RECORDS FOR THIS TASK:

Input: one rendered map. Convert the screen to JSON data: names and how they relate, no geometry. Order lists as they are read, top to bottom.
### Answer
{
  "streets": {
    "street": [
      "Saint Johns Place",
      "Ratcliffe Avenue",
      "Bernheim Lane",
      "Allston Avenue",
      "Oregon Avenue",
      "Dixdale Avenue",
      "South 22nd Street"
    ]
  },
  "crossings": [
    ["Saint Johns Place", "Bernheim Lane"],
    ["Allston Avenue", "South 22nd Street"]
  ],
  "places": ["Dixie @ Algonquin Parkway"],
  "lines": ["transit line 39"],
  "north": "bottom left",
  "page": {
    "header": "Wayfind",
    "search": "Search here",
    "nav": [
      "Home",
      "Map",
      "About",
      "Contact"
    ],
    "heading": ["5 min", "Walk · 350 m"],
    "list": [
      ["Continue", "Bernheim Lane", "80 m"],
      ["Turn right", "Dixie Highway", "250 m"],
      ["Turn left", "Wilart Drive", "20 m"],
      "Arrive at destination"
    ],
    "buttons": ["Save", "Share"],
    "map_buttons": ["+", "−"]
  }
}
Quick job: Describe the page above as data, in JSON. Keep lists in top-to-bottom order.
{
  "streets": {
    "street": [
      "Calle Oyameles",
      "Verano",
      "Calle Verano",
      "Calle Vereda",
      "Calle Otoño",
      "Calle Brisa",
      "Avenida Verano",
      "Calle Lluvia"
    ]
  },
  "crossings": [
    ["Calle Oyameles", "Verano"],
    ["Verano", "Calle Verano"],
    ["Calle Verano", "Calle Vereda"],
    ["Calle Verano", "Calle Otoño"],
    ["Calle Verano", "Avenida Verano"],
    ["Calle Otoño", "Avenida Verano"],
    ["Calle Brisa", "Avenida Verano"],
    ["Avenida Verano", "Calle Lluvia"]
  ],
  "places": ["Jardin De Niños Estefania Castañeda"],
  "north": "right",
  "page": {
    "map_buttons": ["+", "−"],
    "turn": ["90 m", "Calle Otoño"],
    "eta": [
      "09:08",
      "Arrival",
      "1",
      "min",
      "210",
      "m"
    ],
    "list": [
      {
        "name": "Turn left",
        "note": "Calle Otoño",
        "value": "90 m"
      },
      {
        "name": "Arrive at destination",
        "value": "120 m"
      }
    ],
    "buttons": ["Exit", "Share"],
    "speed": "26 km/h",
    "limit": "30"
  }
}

WHAT IS BEING ASKED:
For this exercise, set down all of the entries again word for word.

WRITTEN SOLUTION:
Input: one rendered map. Convert the screen to JSON data: names and how they relate, no geometry. Order lists as they are read, top to bottom.
### Answer
{
  "streets": {
    "street": [
      "Saint Johns Place",
      "Ratcliffe Avenue",
      "Bernheim Lane",
      "Allston Avenue",
      "Oregon Avenue",
      "Dixdale Avenue",
      "South 22nd Street"
    ]
  },
  "crossings": [
    ["Saint Johns Place", "Bernheim Lane"],
    ["Allston Avenue", "South 22nd Street"]
  ],
  "places": ["Dixie @ Algonquin Parkway"],
  "lines": ["transit line 39"],
  "north": "bottom left",
  "page": {
    "header": "Wayfind",
    "search": "Search here",
    "nav": [
      "Home",
      "Map",
      "About",
      "Contact"
    ],
    "heading": ["5 min", "Walk · 350 m"],
    "list": [
      ["Continue", "Bernheim Lane", "80 m"],
      ["Turn right", "Dixie Highway", "250 m"],
      ["Turn left", "Wilart Drive", "20 m"],
      "Arrive at destination"
    ],
    "buttons": ["Save", "Share"],
    "map_buttons": ["+", "−"]
  }
}
Quick job: Describe the page above as data, in JSON. Keep lists in top-to-bottom order.
{
  "streets": {
    "street": [
      "Calle Oyameles",
      "Verano",
      "Calle Verano",
      "Calle Vereda",
      "Calle Otoño",
      "Calle Brisa",
      "Avenida Verano",
      "Calle Lluvia"
    ]
  },
  "crossings": [
    ["Calle Oyameles", "Verano"],
    ["Verano", "Calle Verano"],
    ["Calle Verano", "Calle Vereda"],
    ["Calle Verano", "Calle Otoño"],
    ["Calle Verano", "Avenida Verano"],
    ["Calle Otoño", "Avenida Verano"],
    ["Calle Brisa", "Avenida Verano"],
    ["Avenida Verano", "Calle Lluvia"]
  ],
  "places": ["Jardin De Niños Estefania Castañeda"],
  "north": "right",
  "page": {
    "map_buttons": ["+", "−"],
    "turn": ["90 m", "Calle Otoño"],
    "eta": [
      "09:08",
      "Arrival",
      "1",
      "min",
      "210",
      "m"
    ],
    "list": [
      {
        "name": "Turn left",
        "note": "Calle Otoño",
        "value": "90 m"
      },
      {
        "name": "Arrive at destination",
        "value": "120 m"
      }
    ],
    "buttons": ["Exit", "Share"],
    "speed": "26 km/h",
    "limit": "30"
  }
}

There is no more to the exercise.